Ami McCarthy, a political campaigner for Greenpeace, told The Independent: “It’s incredibly jarring that one day after government climate advisers called out the UK’s lack of climate action, our business secretary is boasting about having climate money left over.

“The government now finds itself in the astonishing position of still paying fossil fuel money to [Vladimir] Putin, while sending its climate underspend to [Volodymyr] Zelensky – it’s gross.”

She added: “At a time of a fossil fuel-funded war, an energy crisis, a cost of living crisis and a climate crisis, the government should be throwing the kitchen sink at climate solutions – not ending up with leftover cash that’s unspent.

“The business secretary needs to get on with his job, and take action now to roll out heat pumps, home insulation, and onshore wind; cutting our own energy usage and reducing our reliance on Russian gas and oil. This would stop us funding Putin’s war, it would tackle the climate crisis and bring bills down too. For all these crises the solutions are the same.”

Carla Denyer, co-leader of the Green Party, told The Independent: “We have to question how on earth a government that claims to be a leader in tackling climate change could have an underspend on tackling this global threat. It is understandable that the government wants to spend more helping Ukraine, but this money should come out of budgets that will further damage our climate: pots such as the £28bn earmarked for road building, and ending tax breaks for fossil fuel projects.”

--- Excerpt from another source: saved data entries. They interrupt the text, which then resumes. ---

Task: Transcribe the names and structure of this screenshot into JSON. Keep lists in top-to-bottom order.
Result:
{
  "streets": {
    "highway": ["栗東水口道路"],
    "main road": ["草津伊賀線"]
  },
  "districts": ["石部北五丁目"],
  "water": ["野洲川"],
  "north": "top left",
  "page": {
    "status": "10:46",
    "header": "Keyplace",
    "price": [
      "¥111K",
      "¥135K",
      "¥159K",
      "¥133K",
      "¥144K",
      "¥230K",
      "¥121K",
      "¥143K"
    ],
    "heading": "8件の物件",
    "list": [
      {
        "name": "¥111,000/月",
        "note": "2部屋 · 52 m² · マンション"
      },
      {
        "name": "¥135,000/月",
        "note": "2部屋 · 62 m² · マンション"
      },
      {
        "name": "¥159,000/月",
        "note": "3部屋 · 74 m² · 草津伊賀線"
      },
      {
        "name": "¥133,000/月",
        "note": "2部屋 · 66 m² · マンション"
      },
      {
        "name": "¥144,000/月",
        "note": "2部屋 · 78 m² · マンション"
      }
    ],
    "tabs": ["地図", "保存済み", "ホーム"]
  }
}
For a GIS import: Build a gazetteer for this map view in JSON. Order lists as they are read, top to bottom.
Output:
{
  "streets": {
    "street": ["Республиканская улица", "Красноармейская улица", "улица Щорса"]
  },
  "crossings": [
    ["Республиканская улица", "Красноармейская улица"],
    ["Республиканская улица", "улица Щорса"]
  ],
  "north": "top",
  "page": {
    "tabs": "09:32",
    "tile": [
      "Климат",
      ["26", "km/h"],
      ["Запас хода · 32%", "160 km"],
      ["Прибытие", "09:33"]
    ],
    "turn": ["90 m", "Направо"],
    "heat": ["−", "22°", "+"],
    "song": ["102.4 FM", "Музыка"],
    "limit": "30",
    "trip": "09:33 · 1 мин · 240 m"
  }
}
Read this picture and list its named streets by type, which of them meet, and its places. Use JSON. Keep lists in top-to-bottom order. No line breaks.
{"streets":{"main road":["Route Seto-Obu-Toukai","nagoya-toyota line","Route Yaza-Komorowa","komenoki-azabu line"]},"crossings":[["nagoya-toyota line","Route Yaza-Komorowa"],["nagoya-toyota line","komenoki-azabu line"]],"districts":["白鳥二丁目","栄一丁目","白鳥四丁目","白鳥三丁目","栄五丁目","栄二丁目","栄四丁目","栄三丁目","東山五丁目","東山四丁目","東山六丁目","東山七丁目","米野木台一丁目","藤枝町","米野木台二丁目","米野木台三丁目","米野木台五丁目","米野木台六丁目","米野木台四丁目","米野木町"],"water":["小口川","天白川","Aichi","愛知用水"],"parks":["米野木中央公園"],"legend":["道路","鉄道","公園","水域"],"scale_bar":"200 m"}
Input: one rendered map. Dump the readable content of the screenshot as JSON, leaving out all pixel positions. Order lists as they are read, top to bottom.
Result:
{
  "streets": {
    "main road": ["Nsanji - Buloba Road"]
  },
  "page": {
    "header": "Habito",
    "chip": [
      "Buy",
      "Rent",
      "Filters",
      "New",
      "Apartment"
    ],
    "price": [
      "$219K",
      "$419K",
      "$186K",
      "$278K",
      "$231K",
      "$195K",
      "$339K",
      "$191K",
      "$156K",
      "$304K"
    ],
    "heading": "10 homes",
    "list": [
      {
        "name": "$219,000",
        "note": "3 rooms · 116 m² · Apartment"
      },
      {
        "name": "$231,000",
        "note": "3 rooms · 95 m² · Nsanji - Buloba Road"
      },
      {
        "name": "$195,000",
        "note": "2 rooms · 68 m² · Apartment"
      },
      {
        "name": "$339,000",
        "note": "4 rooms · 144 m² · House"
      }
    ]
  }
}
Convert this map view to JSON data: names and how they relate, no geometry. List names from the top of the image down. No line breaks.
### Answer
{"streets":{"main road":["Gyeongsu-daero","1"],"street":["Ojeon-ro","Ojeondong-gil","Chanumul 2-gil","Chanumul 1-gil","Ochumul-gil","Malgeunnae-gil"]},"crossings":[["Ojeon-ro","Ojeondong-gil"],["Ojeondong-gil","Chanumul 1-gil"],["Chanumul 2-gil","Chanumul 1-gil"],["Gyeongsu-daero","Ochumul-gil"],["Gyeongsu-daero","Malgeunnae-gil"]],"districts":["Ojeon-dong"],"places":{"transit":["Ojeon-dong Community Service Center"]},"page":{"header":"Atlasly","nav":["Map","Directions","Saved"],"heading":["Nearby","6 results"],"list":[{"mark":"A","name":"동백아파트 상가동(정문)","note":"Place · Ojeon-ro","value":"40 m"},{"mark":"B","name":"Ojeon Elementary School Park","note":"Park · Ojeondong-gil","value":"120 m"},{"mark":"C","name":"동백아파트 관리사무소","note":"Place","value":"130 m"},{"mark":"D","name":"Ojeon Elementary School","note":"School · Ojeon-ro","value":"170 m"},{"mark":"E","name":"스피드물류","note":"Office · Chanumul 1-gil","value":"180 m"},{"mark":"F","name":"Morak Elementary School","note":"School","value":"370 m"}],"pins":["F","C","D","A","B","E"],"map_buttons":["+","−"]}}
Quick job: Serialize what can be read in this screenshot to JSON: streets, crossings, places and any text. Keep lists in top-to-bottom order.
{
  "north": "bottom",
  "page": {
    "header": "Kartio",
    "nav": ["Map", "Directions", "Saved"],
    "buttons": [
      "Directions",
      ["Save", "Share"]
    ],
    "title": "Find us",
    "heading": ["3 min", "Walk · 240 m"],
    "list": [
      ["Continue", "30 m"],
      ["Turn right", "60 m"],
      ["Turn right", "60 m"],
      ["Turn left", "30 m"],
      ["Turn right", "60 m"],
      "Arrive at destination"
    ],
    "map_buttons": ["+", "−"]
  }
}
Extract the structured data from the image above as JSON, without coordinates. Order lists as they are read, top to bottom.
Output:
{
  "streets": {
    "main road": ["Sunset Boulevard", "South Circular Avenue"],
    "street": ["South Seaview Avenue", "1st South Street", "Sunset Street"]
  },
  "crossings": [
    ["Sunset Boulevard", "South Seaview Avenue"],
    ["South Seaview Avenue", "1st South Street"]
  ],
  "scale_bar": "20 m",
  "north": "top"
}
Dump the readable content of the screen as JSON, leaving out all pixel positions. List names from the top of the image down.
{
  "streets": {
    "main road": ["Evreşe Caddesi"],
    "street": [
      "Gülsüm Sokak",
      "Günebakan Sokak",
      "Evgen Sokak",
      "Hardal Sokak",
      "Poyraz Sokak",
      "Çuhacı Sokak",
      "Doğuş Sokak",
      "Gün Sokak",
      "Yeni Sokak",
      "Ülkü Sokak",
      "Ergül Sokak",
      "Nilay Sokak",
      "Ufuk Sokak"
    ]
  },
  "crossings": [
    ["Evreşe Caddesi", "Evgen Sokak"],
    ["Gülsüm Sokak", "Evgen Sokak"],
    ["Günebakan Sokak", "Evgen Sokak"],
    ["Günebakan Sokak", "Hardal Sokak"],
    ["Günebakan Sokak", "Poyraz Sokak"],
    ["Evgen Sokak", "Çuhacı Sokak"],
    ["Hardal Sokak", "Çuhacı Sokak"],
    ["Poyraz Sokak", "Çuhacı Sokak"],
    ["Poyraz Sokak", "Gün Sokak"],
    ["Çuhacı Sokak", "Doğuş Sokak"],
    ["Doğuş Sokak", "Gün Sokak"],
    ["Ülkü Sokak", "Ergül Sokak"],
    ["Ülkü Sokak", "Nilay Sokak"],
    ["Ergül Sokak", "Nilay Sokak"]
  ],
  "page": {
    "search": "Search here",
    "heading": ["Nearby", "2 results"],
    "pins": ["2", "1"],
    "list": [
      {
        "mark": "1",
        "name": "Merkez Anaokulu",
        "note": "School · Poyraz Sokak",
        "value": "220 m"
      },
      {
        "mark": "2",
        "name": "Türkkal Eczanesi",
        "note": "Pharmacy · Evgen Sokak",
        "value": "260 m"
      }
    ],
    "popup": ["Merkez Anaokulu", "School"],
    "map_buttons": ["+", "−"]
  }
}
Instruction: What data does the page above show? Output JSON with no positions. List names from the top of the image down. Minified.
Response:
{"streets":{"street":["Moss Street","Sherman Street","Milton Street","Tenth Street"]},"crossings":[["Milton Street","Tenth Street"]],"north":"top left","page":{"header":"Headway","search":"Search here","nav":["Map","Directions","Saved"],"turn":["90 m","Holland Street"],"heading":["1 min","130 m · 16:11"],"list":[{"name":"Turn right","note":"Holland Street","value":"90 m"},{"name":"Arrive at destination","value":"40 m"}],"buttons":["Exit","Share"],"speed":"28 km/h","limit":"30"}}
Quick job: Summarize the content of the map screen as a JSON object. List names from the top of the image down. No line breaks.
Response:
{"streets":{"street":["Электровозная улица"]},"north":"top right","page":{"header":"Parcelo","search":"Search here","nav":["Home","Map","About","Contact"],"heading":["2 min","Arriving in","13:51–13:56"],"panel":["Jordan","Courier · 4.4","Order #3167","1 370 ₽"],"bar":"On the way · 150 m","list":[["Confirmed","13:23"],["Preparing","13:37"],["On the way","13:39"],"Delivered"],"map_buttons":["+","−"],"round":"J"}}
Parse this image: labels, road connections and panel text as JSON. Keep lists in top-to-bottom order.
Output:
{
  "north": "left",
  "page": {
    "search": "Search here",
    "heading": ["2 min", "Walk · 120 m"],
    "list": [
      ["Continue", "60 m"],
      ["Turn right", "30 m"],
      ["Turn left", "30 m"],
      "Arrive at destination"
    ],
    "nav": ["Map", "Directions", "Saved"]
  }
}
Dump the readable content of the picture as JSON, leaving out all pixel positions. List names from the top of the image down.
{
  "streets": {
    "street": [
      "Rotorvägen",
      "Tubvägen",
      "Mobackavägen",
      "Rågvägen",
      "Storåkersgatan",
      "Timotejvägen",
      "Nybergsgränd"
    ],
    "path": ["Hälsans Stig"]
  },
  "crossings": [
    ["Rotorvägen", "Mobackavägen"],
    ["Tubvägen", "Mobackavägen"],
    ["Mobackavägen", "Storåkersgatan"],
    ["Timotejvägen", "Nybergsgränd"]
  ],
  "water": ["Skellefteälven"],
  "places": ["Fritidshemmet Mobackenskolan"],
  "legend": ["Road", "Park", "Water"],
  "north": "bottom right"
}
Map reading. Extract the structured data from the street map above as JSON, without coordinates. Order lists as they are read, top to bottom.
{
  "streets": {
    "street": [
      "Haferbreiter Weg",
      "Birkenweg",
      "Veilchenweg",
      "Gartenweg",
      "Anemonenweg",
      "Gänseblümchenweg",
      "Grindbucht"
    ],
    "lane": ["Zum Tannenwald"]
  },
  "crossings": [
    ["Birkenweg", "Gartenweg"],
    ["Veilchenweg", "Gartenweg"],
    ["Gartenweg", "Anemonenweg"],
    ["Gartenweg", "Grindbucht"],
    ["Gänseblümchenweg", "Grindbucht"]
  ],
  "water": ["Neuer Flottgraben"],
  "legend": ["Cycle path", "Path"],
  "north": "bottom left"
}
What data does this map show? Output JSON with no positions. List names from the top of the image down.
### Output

The announcement of new funding for military aid to support Ukraine brings the UK’s support to Kyiv to a total of £2.3bn.

The UK has also spent £1.5bn on humanitarian and economic support for Ukraine since the invasion in February.

On Thursday, Mr Johnson also committed to raising UK defence spending to 2.5 per cent of GDP.

But Tobias Ellwood, the Tory chairman of the Commons defence committee, said it is “too little, too late”.

Mr Ellwood, who has called for per cent of GDP to be spent on defence, also condemned Mr Johnson for going ahead with planned cuts to the size of the Army.

“This is NOT the time to cut the Army by 10,000,” he said on Twitter.

“And moving to 2.5 per cent defence spend by 2030 is too little too late.”

Conservative MP Julian Lewis, the chair of parliament’s intelligence and security committee, described the spending increase as “feeble”, accusing the prime minister of “an inability or unwillingness to face up to the gravity of the current crisis”.

It is understood the pledge could amount to an extra £55.1bn cumulatively over the rest of the decade, based on Office for Budget Responsibility (OBR) forecasts of the size of the economy.

Speaking at the end of a Nato conference in Spain, Mr Johnson urged struggling Britons to accept that the “cost of freedom is always worth paying”, amid fears of Ukraine war “fatigue” as living standards fall at home.

The prime minister sought to bolster faith that funding Ukraine would be worth it, arguing a Russian victory would worsen the economic situation.

“Unless we get the right result in Ukraine, Putin will be in a position to commit further acts of aggression against other parts of the former Soviet Union more or less with impunity,” he said.

“That will drive further global uncertainty, further oil shocks, further panics and more economic distress for the whole world.”